= Andrew Stuart Johnson =

Canadian politician

Andrew Stuart Johnson (December 14, 1848 - June 11, 1926) was a farmer, lumber merchant, mining company owner and political figure in Quebec. He represented Mégantic in the Legislative Assembly of Quebec from 1886 to 1888 and from 1890 to 1892 as a Conservative.

He was born in Clapham, Inverness Township, Canada East, the son of Samuel Johnson and Agnes Steel. Johnson was the owner of the Johnson Asbestos Company, a mining company, and helped establish the asbestos industry in the province. He married Maria McGommon. He was postmaster at Clapham and served on the municipal council at Thetford Mines. Johnson was mayor of Thetford Mines from 1885 to 1888. His election to the Quebec assembly in 1886 was annulled in 1888 and he lost the subsequent by-election to William Rhodes. Johnson was elected again in 1890. He died at Thetford Mines at the age of 77 and was buried in Elmwood Cemetery in Sherbrooke.

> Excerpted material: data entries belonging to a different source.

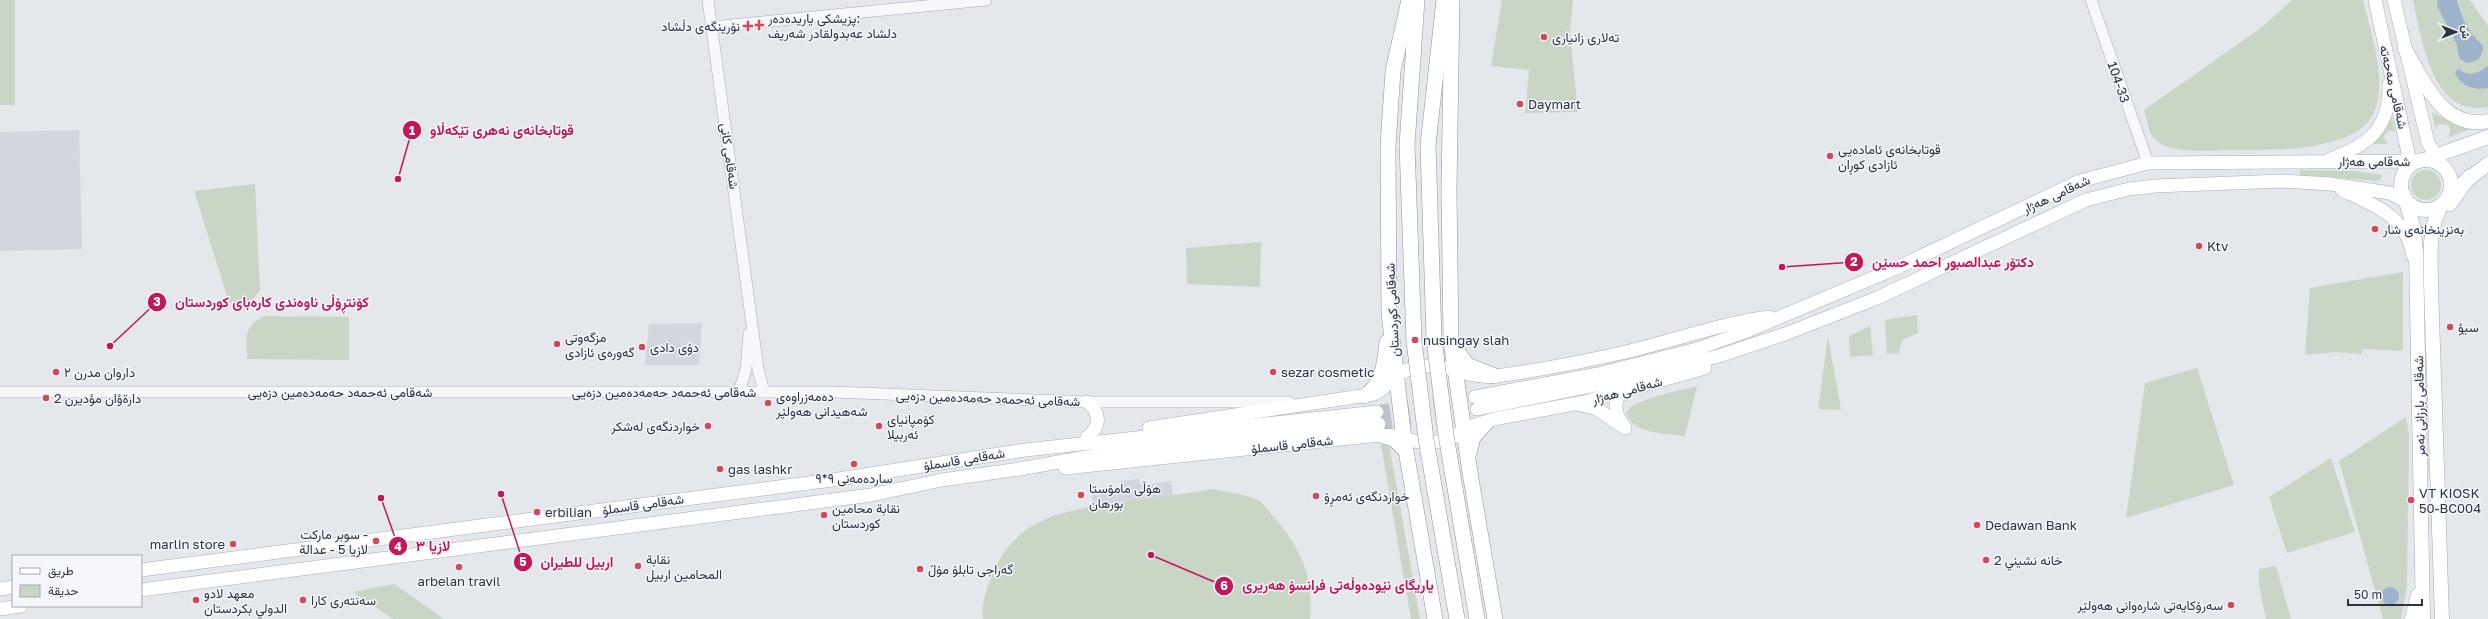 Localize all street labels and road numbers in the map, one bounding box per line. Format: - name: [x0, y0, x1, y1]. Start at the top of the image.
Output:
- street label: شەقامی مەحەتە: [2376, 44, 2411, 131]
- street label: 104-33: [2105, 59, 2133, 105]
- street label: شەقامی کانی: [716, 122, 743, 190]
- street label: شەقامی هەژار: [2337, 153, 2410, 170]
- street label: شەقامی هەژار: [2019, 171, 2093, 218]
- street label: شەقامی کوردستان: [1382, 263, 1403, 357]
- street label: شەقامی بارزانی نەمر: [2410, 355, 2429, 458]
- street label: شەقامی هەژار: [1589, 373, 1664, 408]
- street label: شەقامی ئەحمەد حەمەدەمین دزەیی: [248, 384, 432, 401]
- street label: شەقامی ئەحمەد حەمەدەمین دزەیی: [572, 384, 756, 401]
- street label: شەقامی ئەحمەد حەمەدەمین دزەیی: [896, 387, 1080, 410]
- street label: شەقامی قاسملۆ: [1250, 432, 1334, 457]
- street label: شەقامی قاسملۆ: [922, 445, 1006, 474]
- street label: شەقامی قاسملۆ: [601, 490, 685, 519]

The Andrew S. Johnson Science Building at Bishop's University in Lennoxville, Quebec, was named after him. He was a trustee member of Bishop's executive committee from 1935 since 1966, as well as chairman of that committee from 1956 until 1963.

The Andrew Stuart Johnson Memorial High School in Thetford Mines is also named after him.

His son Andrew Stuart Johnson Jr. took over the operation of the asbestos company after his father's death.